Mgr Jean-Charles Dufour, Aumônier des Servantes de Jésus-Marie
HOMÉLIE : 30 novembre 2020 – Saint André, apôtre – Matthieu 4,18-22
Il y a des petites perles parfois en liturgie qui risquent de nous échapper. Hier, nous avons célébré le 1er dimanche de l’Avent qui marque le début d’une nouvelle année liturgique. Et celui que nous fêtons aujourd’hui, saint André, est le premier apôtre à se mettre en route à la suite de Jésus. En ce temps de l’Avent, Jésus vient nous appeler, vient nous inviter à cheminer avec lui comme il a fait avec saint André. Il vient pour nous redonner notre beauté originelle, nous réintroduire dans le paradis perdu.
Saint Jean nous raconte qu’il était un disciple de Jean Baptiste qui, un jour, voyant Jésus qui passait, dit : « Voici l’agneau de Dieu ». André laisse Jean Baptiste, suit Jésus avec un autre disciple, va où Jésus demeure et « Ils demeurèrent près de lui ce jour-là. » Saint Jean continue en nous disant que, le lendemain, André rencontre son frère Simon et qu’il l’amène à Jésus. Si jamais on vous demande ce qu’est un parrain ou une marraine, on en a une bonne définition dans l’évangile : c’est quelqu’un qui, comme André, croit en Jésus et qui amène son frère à Jésus.

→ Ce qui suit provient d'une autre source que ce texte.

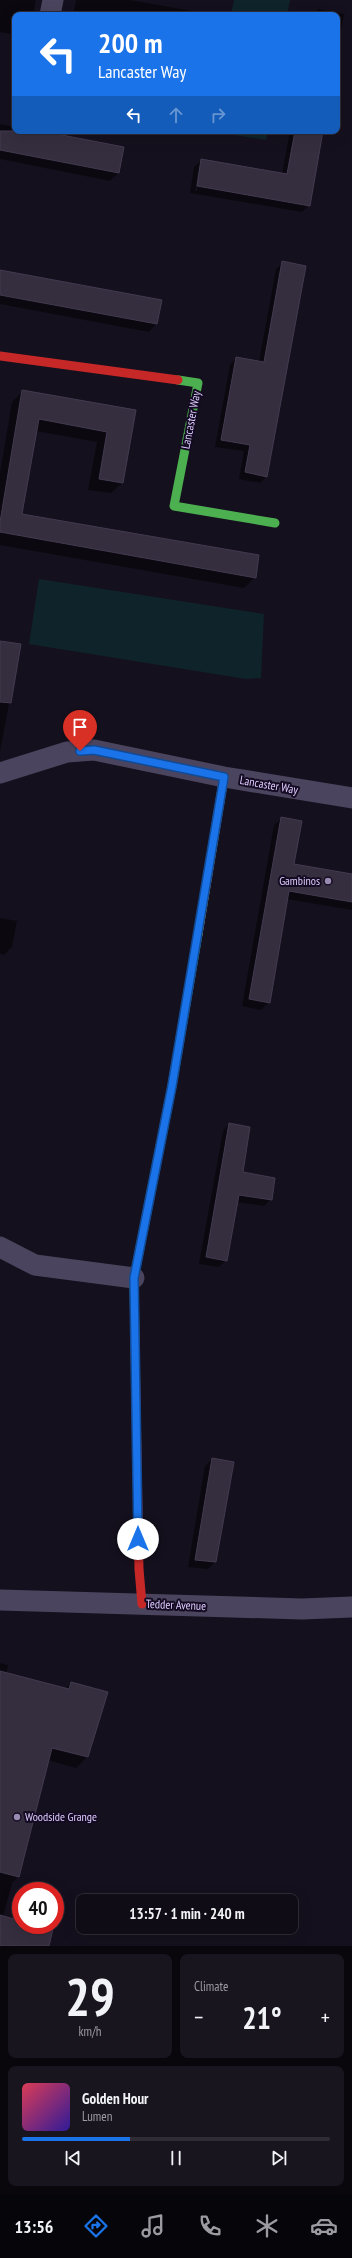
<!DOCTYPE html>
<meta charset="utf-8">
<style>
:root{--surface:#100c16;--page:#19151f;--text:#f1f3f6;--muted:#9c9ba1;--line:#302c35;--accent:#1a73e8}
body{margin:0;font-family:"PT Sans Narrow",sans-serif;background:var(--page);color:var(--text);height:100vh;display:flex;flex-direction:column;font-size:15px;white-space:nowrap}
*{box-sizing:border-box;margin:0}
p{font-size:13px;color:var(--muted)}
.icon{flex:none;width:22px;height:22px;fill:none;stroke:currentColor;stroke-width:2;stroke-linecap:round;stroke-linejoin:round}
.map{position:relative;height:1946px;overflow:hidden}
.panel{display:flex;flex-direction:column;gap:8px;padding:8px;background:#09070c;flex:1}
.panel>*{flex:none}
.banner{position:absolute;left:12px;top:12px;width:328px;height:122px;border-radius:8px;box-shadow:0 4px 16px #0002,0 0 0 1px var(--line);background:#1a73e8;color:#fff;overflow:hidden}
.speed{position:absolute;left:12px;top:1882px;display:flex;gap:8px;font-size:20px;font-weight:700;text-align:center}
.speed>*{display:grid;place-content:center;width:52px;height:52px;border-radius:50%;background:var(--surface);box-shadow:0 4px 16px #0002,0 0 0 1px var(--line);line-height:1}
.speed .limit{border:6px solid #d22;background:#fff;color:#111}
.pin{position:absolute;display:grid;place-items:center;width:34px;height:34px;color:#fff;margin:-41px -17px;border-radius:50% 50% 50% 0;rotate:-45deg;box-shadow:0 0 4px #0007}
.pin .icon{rotate:45deg}
.me{position:absolute;width:44px;margin:-22px;rotate:0deg;stroke-linejoin:round;filter:drop-shadow(0 0 3px #0008)}
.turn{display:flex;align-items:center;gap:14px;height:84px;padding:0 20px;font-size:18px}
.turn .icon{width:52px;height:52px;stroke-width:2.5}
.turn b{display:block;font-size:28px;line-height:34px}
.lanes{display:flex;align-items:center;height:38px;padding:0 20px;background:#0003;justify-content:center;gap:20px;direction:ltr}
.lanes .off{opacity:.35}
.big{font-size:30px;font-weight:800;line-height:1.1}
.panel .tile{flex:1;display:flex;flex-direction:column;justify-content:center;gap:6px;min-width:0;padding:0 14px;border-radius:8px;background:var(--page)}
.panel .dial{align-items:center;gap:0}
.dial b{font-size:52px;line-height:1}
.song{display:flex;align-items:center;gap:12px}
.cover{width:48px;height:48px;border-radius:6px;background:linear-gradient(135deg,hsl(350 70% 55%),hsl(250 70% 35%))}
.played{height:4px;border-radius:2px;background:linear-gradient(90deg,var(--accent) 35%,var(--line) 35%)}
.keys{display:flex;justify-content:space-around;direction:ltr}
.heat{display:flex;justify-content:space-between;align-items:center;font-size:22px;direction:ltr}
.panel .tiles{flex:1;display:grid;gap:8px;grid-template-columns:1fr 1fr}
.tile:last-child{grid-column:span 2}
.trip{position:absolute;left:76px;top:1894px;width:222px;height:40px;border-radius:8px;background:var(--surface);box-shadow:0 4px 16px #0002,0 0 0 1px var(--line);font-weight:800;line-height:40px;text-align:center}
.dock{display:flex;height:64px;justify-content:space-around;align-items:center;background:#060509;color:var(--muted)}
.dock .icon{width:28px;height:28px}
.dock .on{color:var(--accent)}
.dock b{font-size:18px;color:var(--text)}
.map>svg:first-child{display:block}
.green{fill:#0f242a}
.shadow{fill:#0007;fill-rule:evenodd}
.building{fill:#352e3f;stroke:#433a51}
.lines{fill:none;stroke-linecap:round;stroke-linejoin:round}
.street{stroke:#4b445e;stroke-width:21}
.fast{stroke:#4caf50;stroke-width:9}
.slow{stroke:#ffc107;stroke-width:9}
.jam{stroke:#c62828;stroke-width:9}
.route-casing{stroke:#114b97;stroke-width:10}
.route{stroke:#1a73e8;stroke-width:7}
.poi-dot{fill:#988ab0;stroke:#140b22;stroke-width:1.5}
.labels{text-anchor:middle;stroke-width:4;stroke-linejoin:round;paint-order:stroke}
.street-label{font-size:12px;fill:#deccff;stroke:#140b22}
.poi-label{font-size:12px;fill:#deccff;stroke:#140b22;text-anchor:end}
</style>
<div class="map">
<svg width="352" height="1946" viewBox="0 0 352 1946">
<rect width="100%" height="100%" fill="#15101d"/>
<!-- green -->
<path class="green" d="M234 0H290L287 15H231Z
M209 131H268L266 140Z
M39 579 264 614 261 678 246 679 29 644Z"/>
<!-- shadow -->
<path class="shadow" d="M0 0H36L33 15H15V35L0 32Z
M76 0H130L215 15H73Z
M318 9 344 14 337 52V15H312Z
M0 124 15 127V131H35L123 148 118 173 110 181 0 159Z
M290 131H323L309 205 302 212 190 193 194 167 202 160 282 174ZM199 167H201L197 191H195Z
M282 263 267 476 260 483 239 479 244 451 215 447 230 365 236 358 259 362 276 269Z
M0 271 161 300 156 324 149 332 0 304Z
M23 391 135 411 122 483 111 493 88 490 97 442 36 431 21 515 255 577 244 588 0 545V473L12 402Z
M0 642 20 645 0 752Z
M282 818 293 865 352 875V910L287 899 269 1002 261 1010 242 1006 274 825Z
M0 918 17 921 12 947 4 955 0 954Z
M229 1124 241 1173 271 1199 264 1206 236 1202 226 1260 219 1267 199 1264 223 1131Z
M212 1459 215 1562 208 1569 188 1567 205 1466Z
M0 1663 8 1665 6 1674 66 1689 71 1683 107 1692 87 1757 76 1768 48 1760 18 1877 12 1883 3 1917 21 1922V1925H33L48 1946H0Z"/>
<!-- building -->
<path class="building" d="M0 131H41L124 147 119 173 0 150Z
M295 131H323L310 206 197 186 201 159 287 174Z
M282 261 306 266 267 477 245 472 250 445 221 440 236 357 264 362Z
M0 270 162 300 157 324 0 295Z
M22 390 136 410 123 483 99 479 107 432 39 419 22 514 259 555 256 578 0 532V522Z
M0 641 21 644 11 703 0 702Z
M281 817 302 821 294 864 352 874V902L289 891 270 1003 249 999Z
M229 1123 250 1127 243 1172 275 1178 272 1200 239 1195 227 1261 206 1257Z
M212 1458 234 1462 216 1562 195 1560Z
M0 1671 69 1689 71 1682 108 1692 88 1757 52 1748 19 1877 0 1872Z
M0 1915 21 1921V1925H37L53 1929 49 1946H0Z"/>
<g class="lines">
<!-- street -->
<path class="street" d="M50 15 53 0
M0 773 67 752 94 750 224 777 352 798
M0 1247 35 1265 134 1278
M0 1600 302 1609 352 1607"/>
<!-- fast -->
<path class="fast" d="M178 380 198 383 174 506 275 523
M135 1343 134 1278 172 1086 198 934"/>
<!-- slow -->
<path class="slow" d="M198 934 224 777"/>
<!-- jam -->
<path class="jam" d="M0 356 178 380
M135 1343 139 1569 142 1604"/>
</g>
<g class="lines">
<defs>
<path id="route" d="M80 751 94 750 224 777 172 1086 134 1278 138 1539"/>
</defs>
<!-- route casing -->
<use href="#route" class="route-casing"/>
<!-- route -->
<use href="#route" class="route"/>
</g>
<!-- markers -->
<g class="poi-dot">
<circle cx="328" cy="881" r="4"/>
<circle cx="17" cy="1817" r="4"/>
</g>
<g class="labels">
<!-- street labels -->
<g class="street-label">
<text transform="translate(191 420) rotate(-79)" y="4">Lancaster Way</text>
<text transform="translate(269 785) rotate(10)" y="4">Lancaster Way</text>
<text transform="translate(176 1605) rotate(2)" y="4">Tedder Avenue</text>
</g>
<!-- poi labels -->
<g class="poi-label">
<text x="320" y="885">Gambinos</text>
<text x="25" y="1821" text-anchor="start">Woodside Grange</text>
</g>
</g>
</svg>
<div class="speed"><div class="limit">40</div></div>
<div class="pin" style="left:80px;top:751px;background:#d93025"><svg class="icon" aria-label="arrive" viewBox="0 0 24 24"><path d="M6 21V4h12l-3 4 3 4H6"/></svg></div>
<svg class="me" style="left:138px;top:1539px" viewBox="-20 -20 40 40"><circle r="19" fill="#fff"/><path d="M0-13L10 11 0 6-10 11z" fill="#1a73e8"/></svg>
<div class="trip">13:57 · 1 min · 240 m</div>
<div class="banner">
<div class="turn"><svg class="icon" aria-label="left" viewBox="0 0 24 24"><path d="M17 20v-9H6M10 6l-5 5 5 5"/></svg><div><b>200 m</b>Lancaster Way</div></div>
<div class="lanes"><svg class="icon" aria-label="left" viewBox="0 0 24 24"><path d="M17 20v-9H6M10 6l-5 5 5 5"/></svg><svg class="icon off" aria-label="ahead" viewBox="0 0 24 24"><path d="M12 20V5M6 11l6-6 6 6"/></svg><svg class="icon off" aria-label="right" viewBox="0 0 24 24"><path d="M7 20v-9h11M14 6l5 5-5 5"/></svg></div>
</div>
</div>
<section class="panel">
<div class="tiles">
<div class="tile dial"><b>29</b><p>km/h</p></div>
<div class="tile"><p>Climate</p>
<div class="heat"><a>−</a><b class="big">21°</b><a>+</a></div>
</div>
<div class="tile">
<div class="song"><i class="cover"></i><div><b>Golden Hour</b><p>Lumen</p></div></div>
<div class="played"></div>
<div class="keys"><svg class="icon" aria-label="previous" viewBox="0 0 24 24"><path d="M18 5L8 12l10 7zM5 5v14"/></svg><svg class="icon" aria-label="pause" viewBox="0 0 24 24"><path d="M8 5v14M16 5v14"/></svg><svg class="icon" aria-label="next" viewBox="0 0 24 24"><path d="M6 5l10 7-10 7zM19 5v14"/></svg></div>
</div>
</div>
</section>
<nav class="dock">
<b>13:56</b>
<svg class="icon on" aria-label="directions" viewBox="0 0 24 24"><path d="M12 3l9 9-9 9-9-9zM9 14v-3h6M13 9l2 2-2 2"/></svg>
<svg class="icon" aria-label="music" viewBox="0 0 24 24"><path d="M9 18V5l10-2v13"/><circle cx="6" cy="18" r="3"/><circle cx="16" cy="16" r="3"/></svg>
<svg class="icon" aria-label="phone" viewBox="0 0 24 24"><path d="M5 4h4l2 5-3 2q2 4 5 5l2-3 5 2v4C11 20 4 13 5 4z"/></svg>
<svg class="icon" aria-label="climate" viewBox="0 0 24 24"><path d="M12 3v18M4 7l16 10M4 17L20 7"/></svg>
<svg class="icon" aria-label="car" viewBox="0 0 24 24"><path d="M5 17H2v-5l4-1 3-4h7l3 4 3 1v5h-3M9 17h6M6 11h13"/><circle cx="7" cy="17" r="2"/><circle cx="17" cy="17" r="2"/></svg>
</nav>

André, c’est le premier saint de l’année liturgique, mais au cours de l’année, il y en aura d’autres sur notre route : ceux qui sont nos patrons, ceux qu’on aime bien prier, ceux qui ont vécu dans notre pays, ceux que la liturgie va nous présenter. En cherchant à imiter toutes les vertus qui les ont caractérisés, on risque de se retrouver devant une mission quasi impossible. Mais tous les saints nous donnent une unique leçon, à commencer par saint André. Il rencontre le Christ, et c’est fait ! Il n’y a personne d’autre à chercher ! Il a trouvé celui qui donne un sens à sa vie, qui explique sa raison d’être ! Il a trouvé celui qui comble son besoin d’aimer et d’être aimé.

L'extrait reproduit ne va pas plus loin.